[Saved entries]
++++++++++

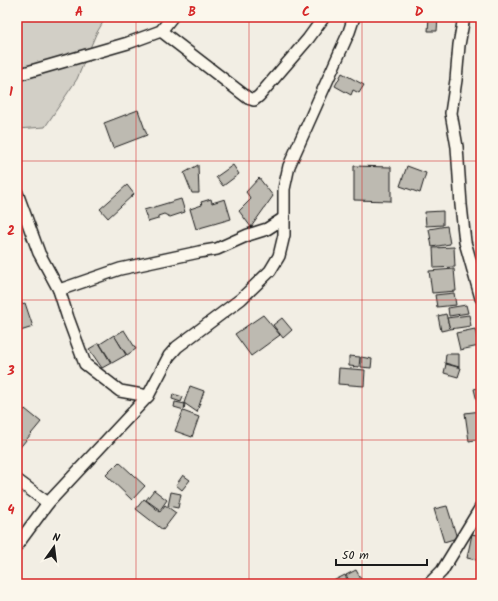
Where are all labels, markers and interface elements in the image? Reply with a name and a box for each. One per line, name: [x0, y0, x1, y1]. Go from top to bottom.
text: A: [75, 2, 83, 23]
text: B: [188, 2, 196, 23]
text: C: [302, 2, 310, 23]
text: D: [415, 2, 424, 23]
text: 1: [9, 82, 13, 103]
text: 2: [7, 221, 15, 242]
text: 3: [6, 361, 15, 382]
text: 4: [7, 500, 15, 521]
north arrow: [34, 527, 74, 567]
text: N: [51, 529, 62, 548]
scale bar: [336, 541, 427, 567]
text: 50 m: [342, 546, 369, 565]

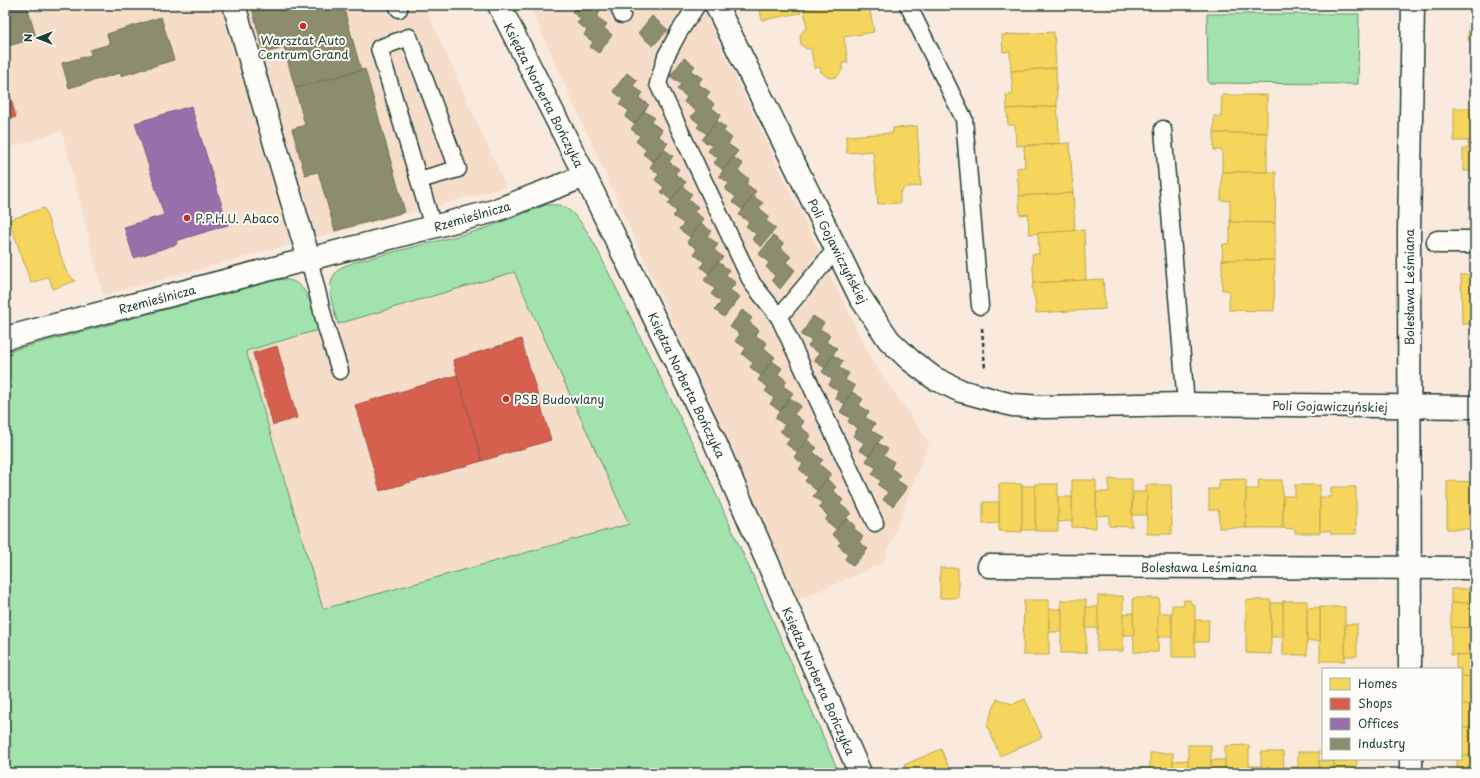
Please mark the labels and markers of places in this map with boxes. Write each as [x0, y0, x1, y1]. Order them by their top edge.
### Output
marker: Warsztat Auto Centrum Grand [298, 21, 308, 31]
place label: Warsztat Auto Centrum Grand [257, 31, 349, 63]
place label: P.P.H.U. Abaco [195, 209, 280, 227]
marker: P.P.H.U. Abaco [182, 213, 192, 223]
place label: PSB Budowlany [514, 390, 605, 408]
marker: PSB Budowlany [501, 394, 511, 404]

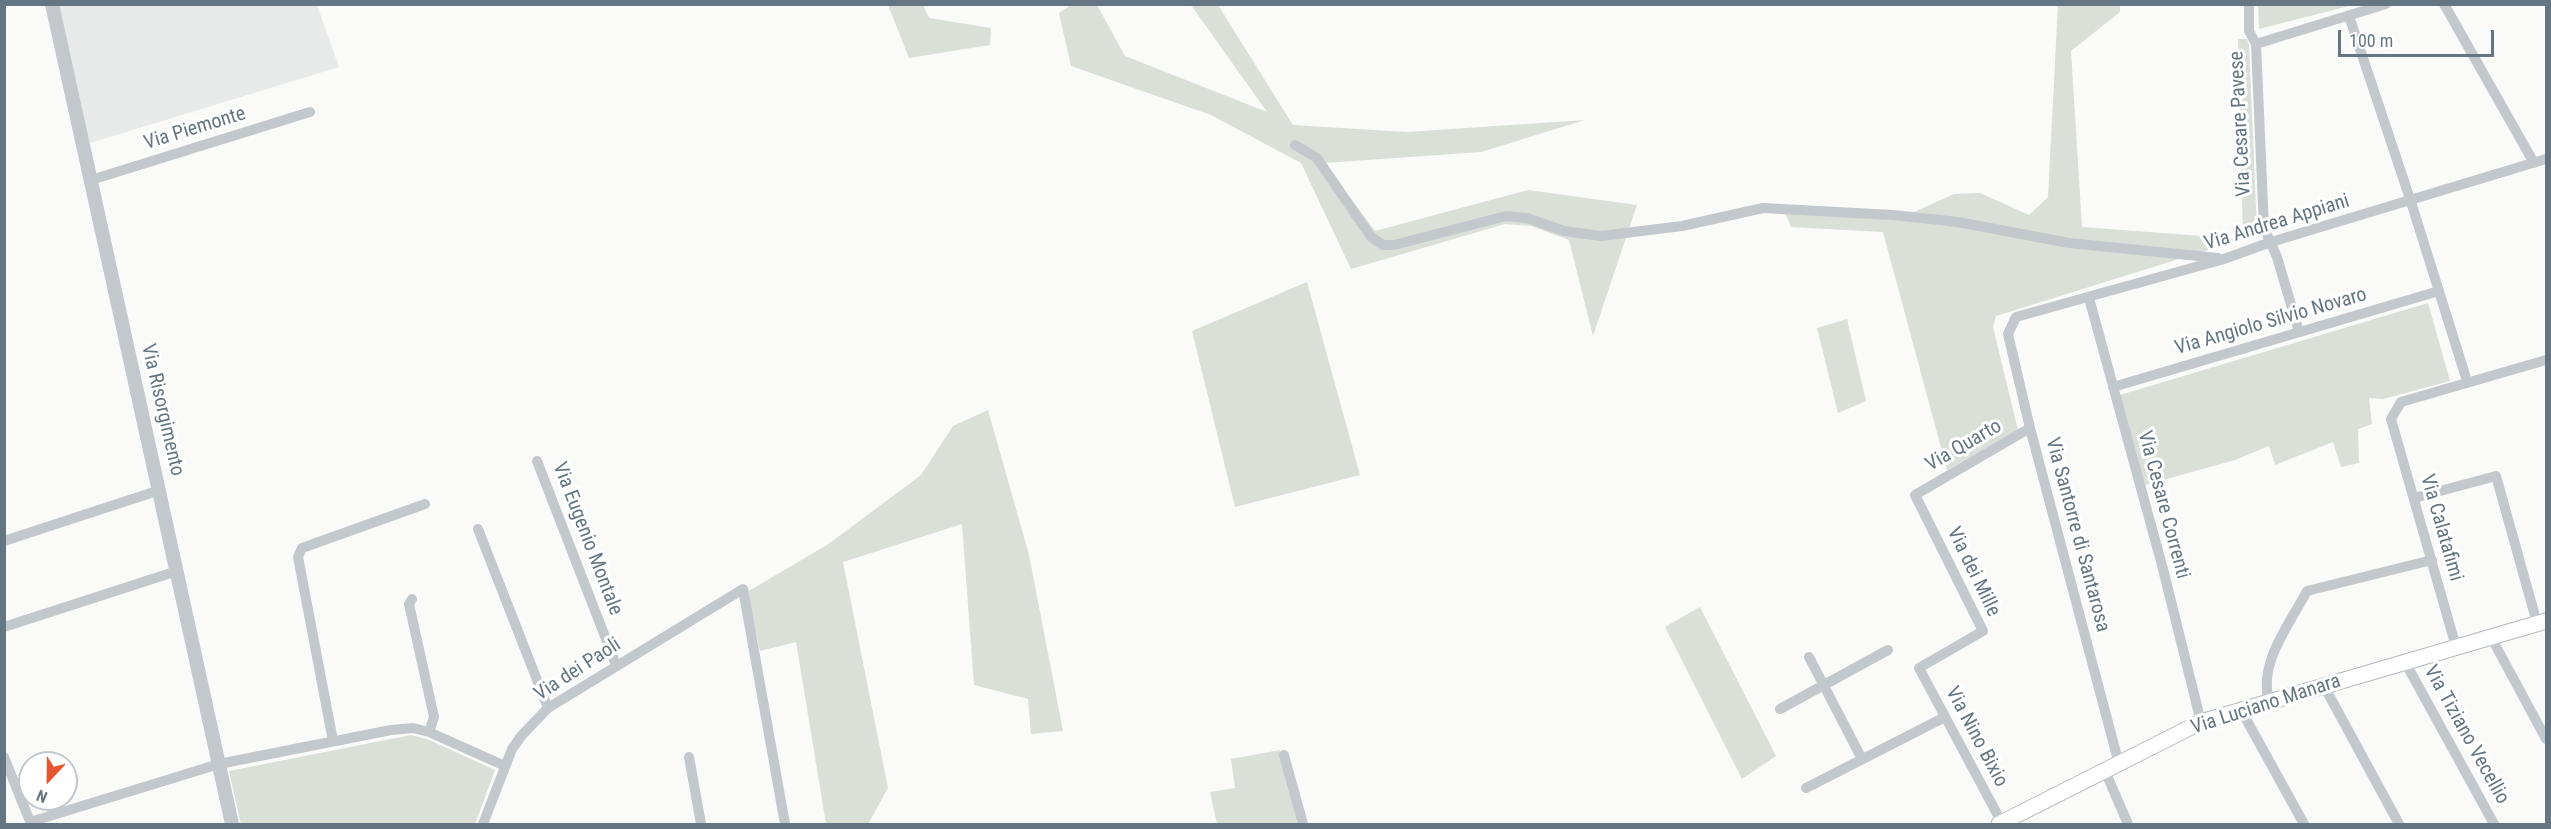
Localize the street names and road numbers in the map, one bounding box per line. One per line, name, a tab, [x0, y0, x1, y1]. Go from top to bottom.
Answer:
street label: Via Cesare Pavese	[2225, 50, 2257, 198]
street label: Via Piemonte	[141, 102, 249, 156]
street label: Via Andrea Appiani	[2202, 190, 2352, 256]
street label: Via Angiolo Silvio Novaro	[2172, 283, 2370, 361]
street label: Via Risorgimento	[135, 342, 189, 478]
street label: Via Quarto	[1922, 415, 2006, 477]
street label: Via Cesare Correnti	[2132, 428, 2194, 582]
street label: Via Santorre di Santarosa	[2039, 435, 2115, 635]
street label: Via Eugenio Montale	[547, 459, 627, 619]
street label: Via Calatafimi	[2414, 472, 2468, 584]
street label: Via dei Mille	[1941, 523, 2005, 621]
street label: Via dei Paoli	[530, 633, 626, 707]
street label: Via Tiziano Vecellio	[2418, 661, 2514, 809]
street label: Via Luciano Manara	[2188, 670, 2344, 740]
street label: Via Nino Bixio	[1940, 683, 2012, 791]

++++++++++

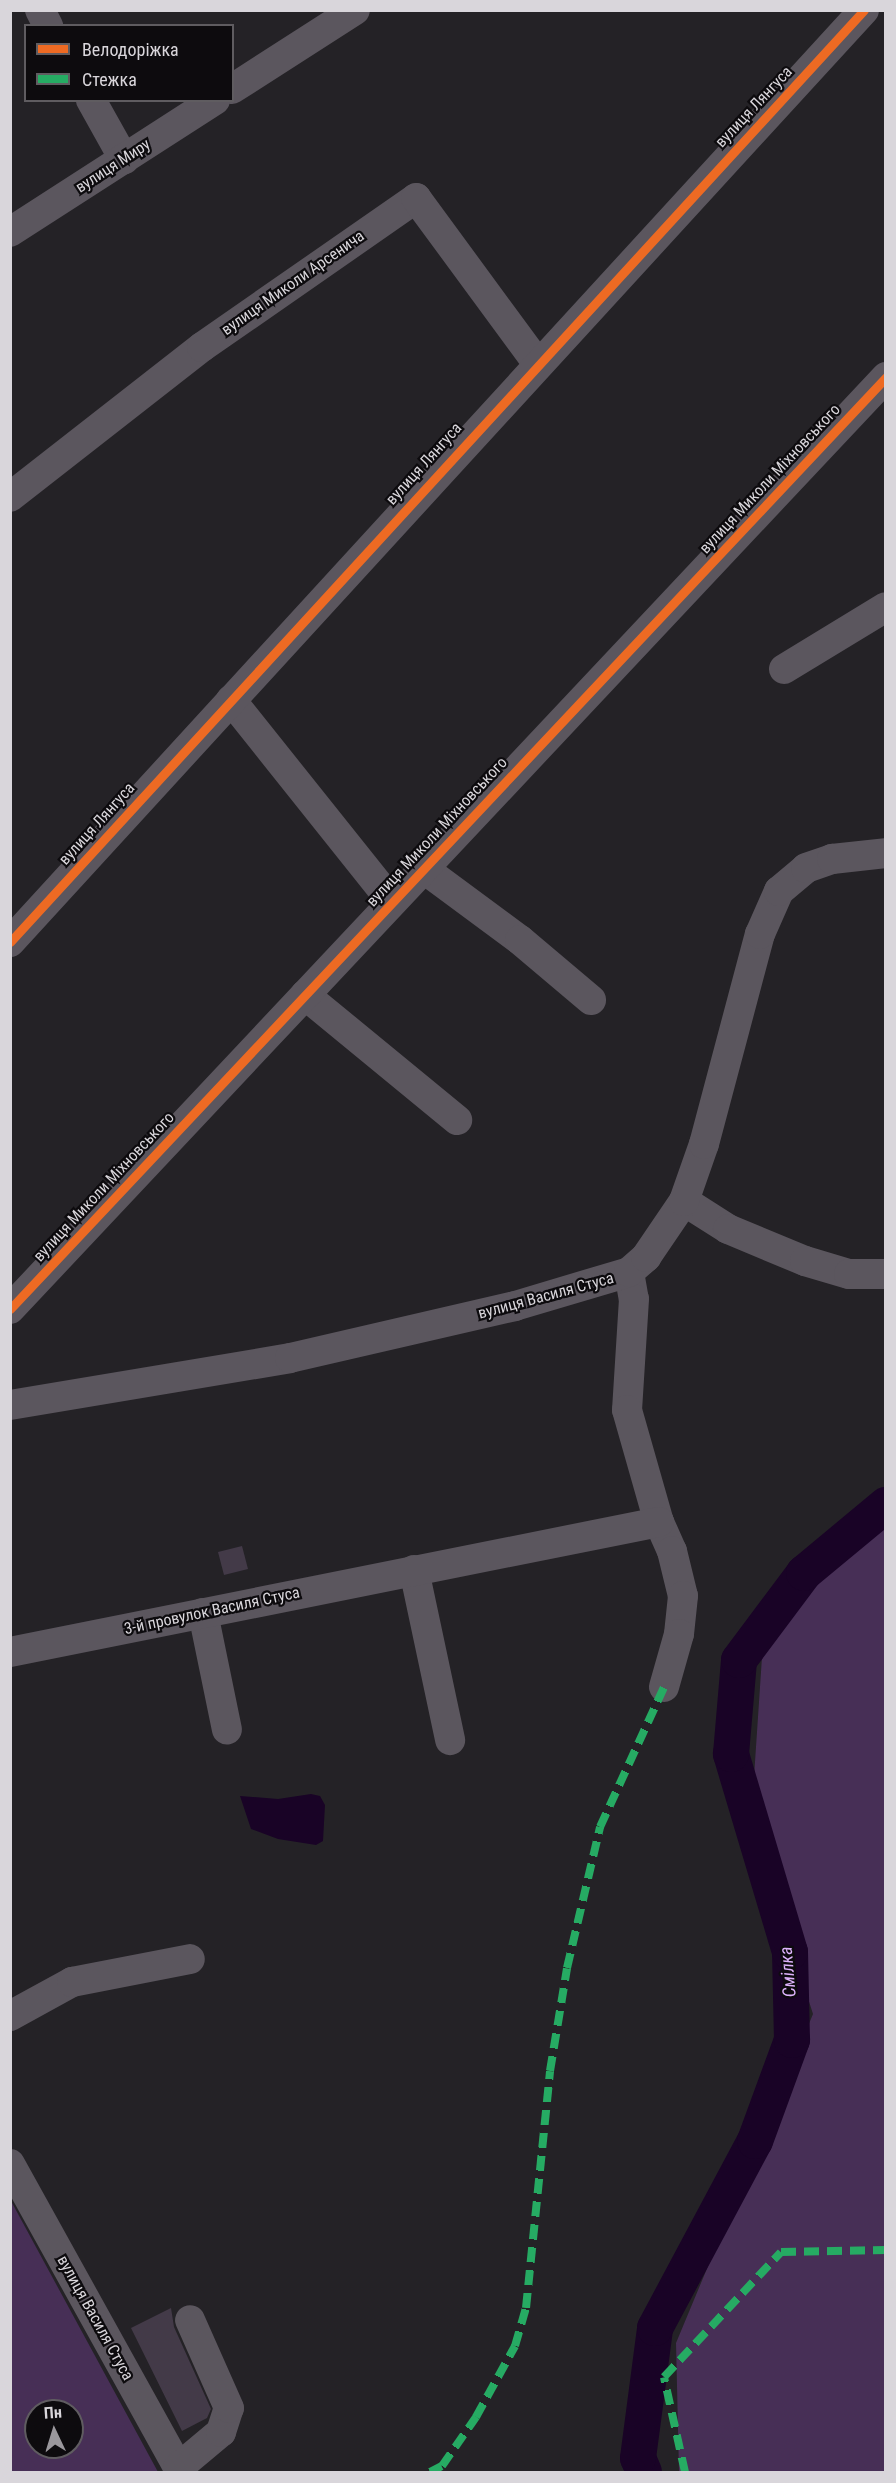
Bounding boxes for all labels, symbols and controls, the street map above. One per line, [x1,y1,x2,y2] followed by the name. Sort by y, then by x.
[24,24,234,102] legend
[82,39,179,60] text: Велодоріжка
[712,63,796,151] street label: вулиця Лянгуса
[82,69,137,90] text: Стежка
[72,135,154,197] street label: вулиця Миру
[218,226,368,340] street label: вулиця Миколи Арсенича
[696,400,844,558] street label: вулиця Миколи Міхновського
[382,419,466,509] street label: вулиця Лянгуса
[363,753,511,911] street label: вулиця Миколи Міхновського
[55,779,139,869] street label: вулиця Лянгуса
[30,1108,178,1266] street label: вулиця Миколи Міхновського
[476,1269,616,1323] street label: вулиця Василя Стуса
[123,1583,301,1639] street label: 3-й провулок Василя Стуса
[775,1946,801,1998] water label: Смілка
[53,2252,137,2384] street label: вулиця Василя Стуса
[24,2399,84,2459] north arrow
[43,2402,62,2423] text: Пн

++++++++++

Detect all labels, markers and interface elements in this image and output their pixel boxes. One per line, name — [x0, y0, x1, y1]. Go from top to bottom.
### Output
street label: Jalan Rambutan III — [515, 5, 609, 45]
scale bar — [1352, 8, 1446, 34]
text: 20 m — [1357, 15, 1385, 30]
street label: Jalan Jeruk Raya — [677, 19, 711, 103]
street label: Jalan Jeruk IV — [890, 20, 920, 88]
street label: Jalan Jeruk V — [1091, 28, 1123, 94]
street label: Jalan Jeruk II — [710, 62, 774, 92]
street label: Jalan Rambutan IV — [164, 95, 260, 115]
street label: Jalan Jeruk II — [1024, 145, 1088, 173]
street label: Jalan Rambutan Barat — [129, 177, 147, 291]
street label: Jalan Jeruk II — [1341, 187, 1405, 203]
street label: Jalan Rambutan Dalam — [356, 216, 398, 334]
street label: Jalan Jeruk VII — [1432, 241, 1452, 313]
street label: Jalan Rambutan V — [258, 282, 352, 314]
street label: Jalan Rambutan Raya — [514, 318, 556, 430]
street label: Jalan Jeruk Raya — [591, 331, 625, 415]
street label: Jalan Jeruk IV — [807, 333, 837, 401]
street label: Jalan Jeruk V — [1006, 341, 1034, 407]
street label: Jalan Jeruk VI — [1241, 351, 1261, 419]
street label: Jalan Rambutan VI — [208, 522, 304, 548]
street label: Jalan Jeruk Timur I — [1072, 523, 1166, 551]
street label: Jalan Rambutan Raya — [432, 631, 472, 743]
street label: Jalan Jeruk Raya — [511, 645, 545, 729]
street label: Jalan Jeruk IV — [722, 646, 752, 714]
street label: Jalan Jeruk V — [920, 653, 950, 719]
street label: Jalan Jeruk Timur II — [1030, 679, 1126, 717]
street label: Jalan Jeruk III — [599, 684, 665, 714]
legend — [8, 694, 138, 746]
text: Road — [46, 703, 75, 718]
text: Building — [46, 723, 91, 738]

++++++++++

Determine how many lines in the data contain the string "this", and give the number only.

TASK ANSWER
2